抗リン脂質には種々の抗体がありますが、抗CLβ2GPI複合体抗体、抗CLIgG抗体、抗CLIgM抗体 、ループスアンチコアグラントを測定します。
国際抗リン脂質抗体学会が提唱する抗リン脂質抗体症候群診断基準によれば、
・妊娠10週以降の胎児奇形のない1回以上の子宮内胎児死亡
・妊娠10週未満の3回以上連続する原因不明習慣流産
・妊娠高血圧症候群もしくは胎盤機能不全による1回以上の妊娠34週以前の早産
を妊娠合併症(妊娠以前から持病を持っていた方が妊娠した場合や、または妊娠中に何らかの病気になってしまった方の事)としています。

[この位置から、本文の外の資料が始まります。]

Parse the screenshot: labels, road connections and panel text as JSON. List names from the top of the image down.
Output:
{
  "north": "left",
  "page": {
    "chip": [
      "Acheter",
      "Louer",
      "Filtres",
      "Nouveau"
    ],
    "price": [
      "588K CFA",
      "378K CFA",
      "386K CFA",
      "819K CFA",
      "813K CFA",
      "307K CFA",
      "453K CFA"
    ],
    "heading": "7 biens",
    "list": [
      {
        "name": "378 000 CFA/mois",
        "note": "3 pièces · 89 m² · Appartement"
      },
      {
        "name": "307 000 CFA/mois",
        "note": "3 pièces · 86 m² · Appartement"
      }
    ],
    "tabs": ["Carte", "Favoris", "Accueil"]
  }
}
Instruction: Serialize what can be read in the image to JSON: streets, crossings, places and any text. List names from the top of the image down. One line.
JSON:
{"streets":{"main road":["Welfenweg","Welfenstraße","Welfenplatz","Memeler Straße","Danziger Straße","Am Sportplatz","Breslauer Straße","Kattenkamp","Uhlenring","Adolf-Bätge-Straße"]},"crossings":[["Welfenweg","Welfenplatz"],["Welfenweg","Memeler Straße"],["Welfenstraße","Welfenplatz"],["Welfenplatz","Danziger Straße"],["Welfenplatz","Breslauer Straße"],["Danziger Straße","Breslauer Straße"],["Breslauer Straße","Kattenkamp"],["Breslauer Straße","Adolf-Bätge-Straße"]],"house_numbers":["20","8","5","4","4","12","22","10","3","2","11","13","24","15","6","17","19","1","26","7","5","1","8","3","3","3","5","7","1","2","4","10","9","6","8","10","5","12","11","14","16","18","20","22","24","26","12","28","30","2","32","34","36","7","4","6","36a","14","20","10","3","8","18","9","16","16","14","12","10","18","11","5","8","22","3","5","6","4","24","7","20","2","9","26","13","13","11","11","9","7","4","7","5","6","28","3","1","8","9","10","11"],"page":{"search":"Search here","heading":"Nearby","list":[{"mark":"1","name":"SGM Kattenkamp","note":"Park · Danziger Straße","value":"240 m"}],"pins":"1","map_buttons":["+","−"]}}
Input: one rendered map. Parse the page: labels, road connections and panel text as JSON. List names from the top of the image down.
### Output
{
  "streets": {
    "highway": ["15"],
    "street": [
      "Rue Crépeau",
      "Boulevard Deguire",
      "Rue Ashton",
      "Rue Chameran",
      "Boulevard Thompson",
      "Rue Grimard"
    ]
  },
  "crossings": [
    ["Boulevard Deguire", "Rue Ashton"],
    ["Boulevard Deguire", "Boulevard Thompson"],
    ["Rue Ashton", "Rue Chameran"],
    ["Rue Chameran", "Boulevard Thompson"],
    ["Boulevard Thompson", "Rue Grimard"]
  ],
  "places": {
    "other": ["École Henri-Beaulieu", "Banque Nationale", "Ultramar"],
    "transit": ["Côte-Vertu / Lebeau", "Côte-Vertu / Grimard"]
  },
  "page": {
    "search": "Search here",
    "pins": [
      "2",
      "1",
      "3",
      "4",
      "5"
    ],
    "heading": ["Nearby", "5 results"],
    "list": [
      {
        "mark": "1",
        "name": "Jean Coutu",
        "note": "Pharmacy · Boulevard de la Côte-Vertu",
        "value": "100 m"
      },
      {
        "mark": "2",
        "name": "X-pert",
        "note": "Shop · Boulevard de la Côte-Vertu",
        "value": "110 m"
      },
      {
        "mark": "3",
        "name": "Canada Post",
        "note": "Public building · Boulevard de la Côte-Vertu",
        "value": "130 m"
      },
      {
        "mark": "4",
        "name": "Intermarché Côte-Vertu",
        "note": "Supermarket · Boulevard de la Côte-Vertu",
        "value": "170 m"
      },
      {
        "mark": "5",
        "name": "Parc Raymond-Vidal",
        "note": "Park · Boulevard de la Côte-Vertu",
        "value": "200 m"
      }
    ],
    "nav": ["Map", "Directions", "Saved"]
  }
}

検査で「陽性」と判定された場合でも、その時点では抗リン脂質抗体症候群とは診断されず、12週間以上経過したのち再度陽性であることが確認された場合に、抗リン脂質抗体症候群と診断されます。
治療法とは?
不育症の治療では、複数の薬の併用療法が行われます。
例えば、ヘパリンやアスピリンなどの薬を併用することが多いと思います。
妊娠前から低用量アスピリンを使用し、妊娠後はヘパリンを使用する治療法です。
主に抗リン脂質抗体症候群が疑われる場合に行います。
解熱鎮痛剤として知られているアスピリンには「抗凝固作用」があります。
血を固まりにくくする働きをもっています。
ヘパリンもアスピリンと同様「抗凝固作用」がある薬です。
妊娠期間中は凝固機能について慎重に管理していく必要がありますので、ヘパリンをずっと使用することになります。
ただし、アスピリンの費用が月に数百円であるのに対し、ヘパリンの費用は月に1万から1万5千円かかることと、そして、ヘパリンの場合は自己注射を毎日行わなければならないといったことがいえます。
しかし、低用量アスピリン療法だけではなく、ヘパリンを併用すると「抗リン脂質抗体症候群」への効果がさらに期待でき、赤ちゃんの生存率が上がるといわれています。
また、アスピリン、ヘパリン療法を行うと出血しやすくなる場合があります。
ヘパリン療法開始時は頻回に採血検査を行い異常がないか調べます。
抗リン脂質抗体症候群では無治療の場合、次回の妊娠が流産しない割合は20%であるのに対し、アスピリン療法単独では30~40%、アスピリン、ヘパリン併用療法では70~80%の割合で流産を予防できるといわれています。
まとめ
不育症はまだまだ一般的に知られておらず、治療をせずに流産や死産を繰り返す事があります。
不育症は研究段階ですが、適切な治療を受ければ80パーセント以上の確率で出産にいたるといわれています。
もし、立て続けに流産していて悩んでいるなら、原因を突き止めるためにも、病院への相談をおすすめします。